● THE DATA
-=-=-=-=-

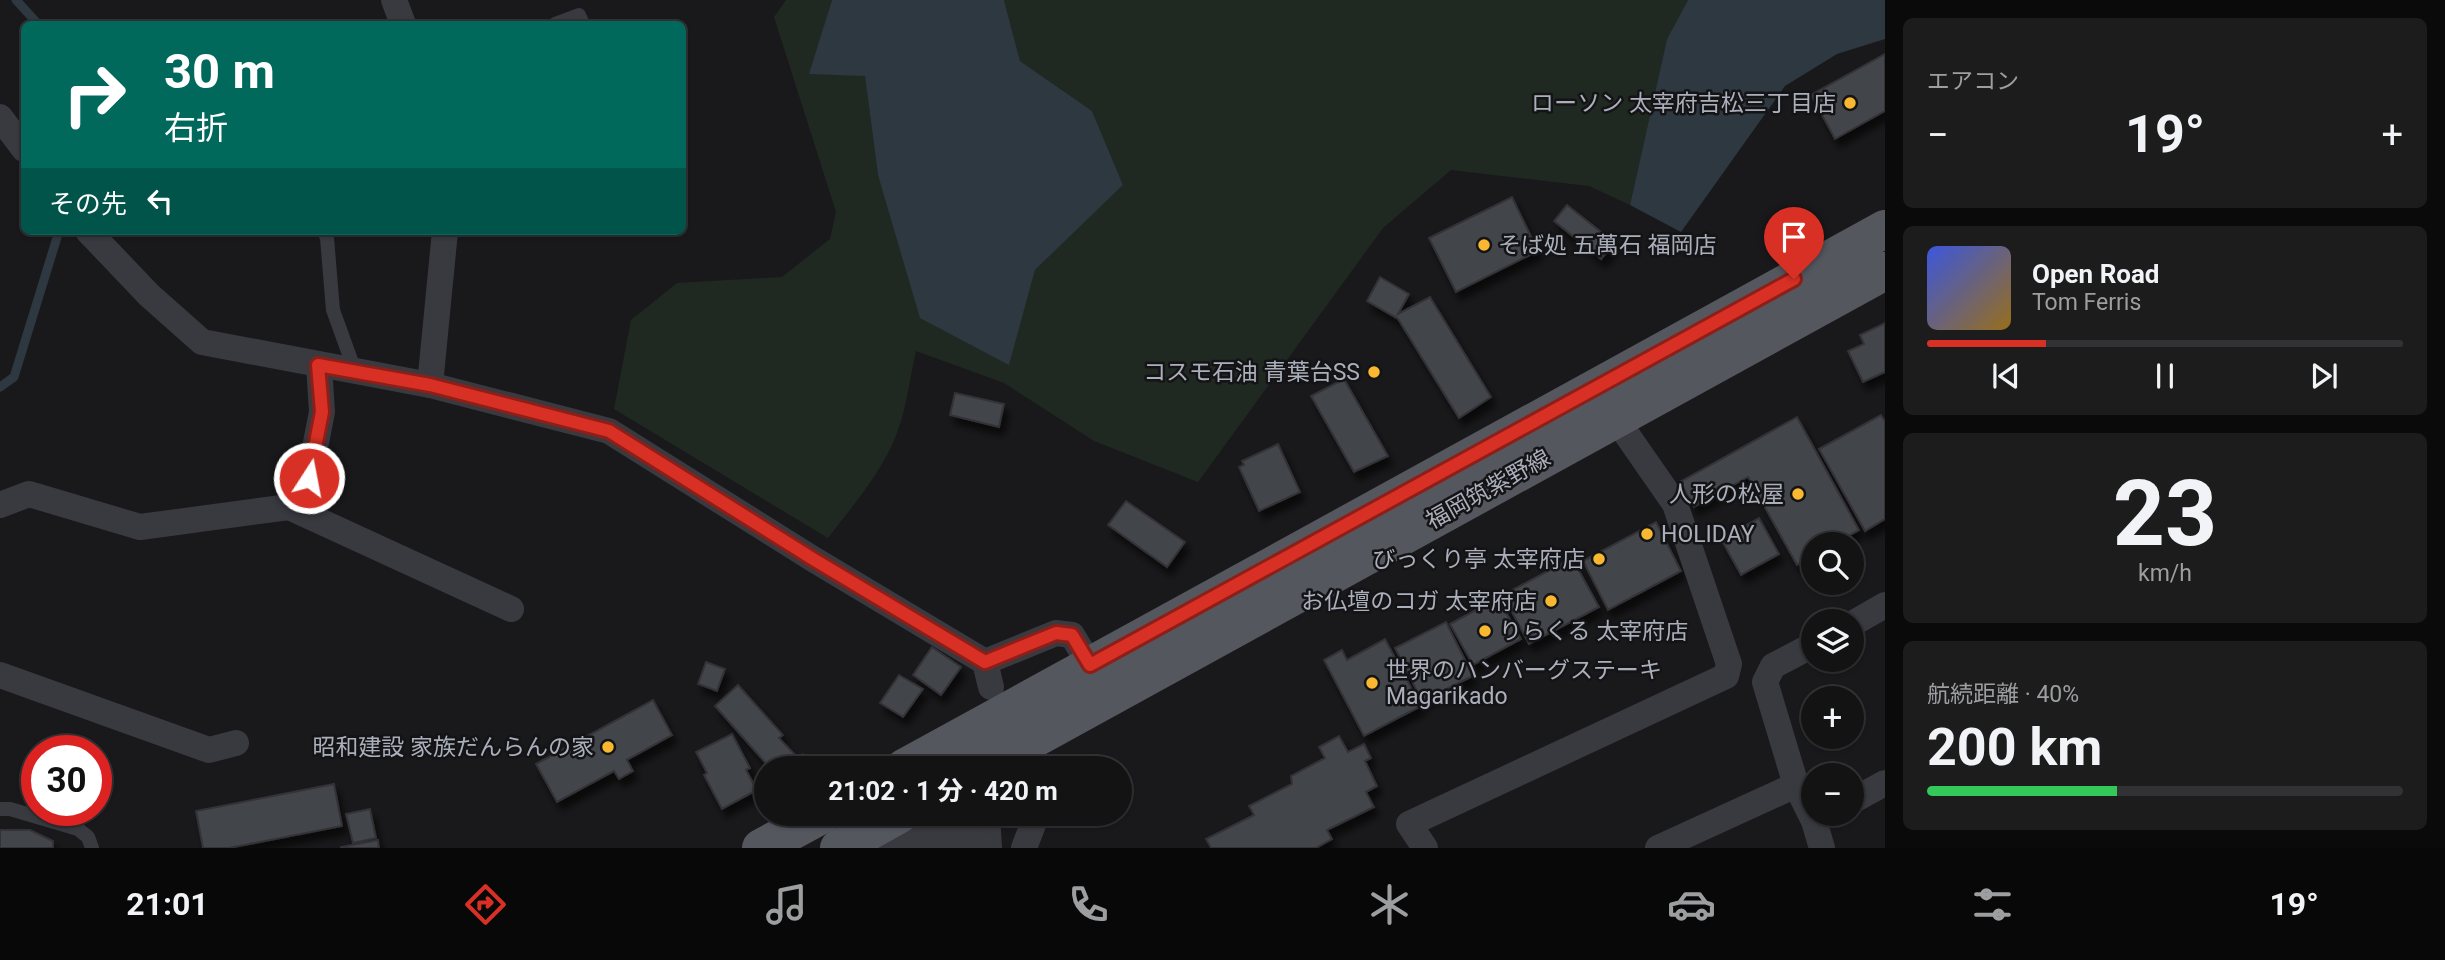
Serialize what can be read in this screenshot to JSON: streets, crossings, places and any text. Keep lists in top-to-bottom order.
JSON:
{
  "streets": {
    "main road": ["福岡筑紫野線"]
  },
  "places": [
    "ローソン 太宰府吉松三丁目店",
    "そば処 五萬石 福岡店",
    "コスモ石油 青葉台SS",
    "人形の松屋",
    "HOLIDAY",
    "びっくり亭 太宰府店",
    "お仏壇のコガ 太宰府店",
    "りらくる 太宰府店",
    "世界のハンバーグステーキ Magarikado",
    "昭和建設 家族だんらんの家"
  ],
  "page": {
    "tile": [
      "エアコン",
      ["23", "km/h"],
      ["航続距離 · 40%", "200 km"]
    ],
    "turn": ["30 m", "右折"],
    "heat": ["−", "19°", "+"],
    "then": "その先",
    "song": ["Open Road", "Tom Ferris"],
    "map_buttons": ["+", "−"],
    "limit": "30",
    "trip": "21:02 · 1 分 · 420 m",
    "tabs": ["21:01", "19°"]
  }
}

-=-=-=-=-

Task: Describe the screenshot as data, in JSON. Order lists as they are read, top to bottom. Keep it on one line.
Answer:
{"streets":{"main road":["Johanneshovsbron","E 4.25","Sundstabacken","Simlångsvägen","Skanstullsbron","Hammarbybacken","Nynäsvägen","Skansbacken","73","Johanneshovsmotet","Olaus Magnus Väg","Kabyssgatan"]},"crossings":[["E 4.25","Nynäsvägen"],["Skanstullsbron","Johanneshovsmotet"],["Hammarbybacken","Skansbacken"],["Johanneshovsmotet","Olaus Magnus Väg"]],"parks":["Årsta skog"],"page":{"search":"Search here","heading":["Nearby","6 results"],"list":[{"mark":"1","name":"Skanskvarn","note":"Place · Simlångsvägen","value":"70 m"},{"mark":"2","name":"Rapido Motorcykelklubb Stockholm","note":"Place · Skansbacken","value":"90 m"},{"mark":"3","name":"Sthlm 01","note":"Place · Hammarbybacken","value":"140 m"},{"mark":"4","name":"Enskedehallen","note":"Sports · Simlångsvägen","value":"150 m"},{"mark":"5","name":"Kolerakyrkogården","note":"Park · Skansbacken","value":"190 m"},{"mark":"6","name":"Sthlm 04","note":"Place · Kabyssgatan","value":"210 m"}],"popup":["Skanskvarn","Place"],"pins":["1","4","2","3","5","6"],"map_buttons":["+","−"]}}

-=-=-=-=-

● WHAT YOU ARE ASKED TO DO
Locate the lines above that hold the word "screenshot". Show every one of them.

● SOLUTION
Serialize what can be read in this screenshot to JSON: streets, crossings, places and any text. Keep lists in top-to-bottom order.
Task: Describe the screenshot as data, in JSON. Order lists as they are read, top to bottom. Keep it on one line.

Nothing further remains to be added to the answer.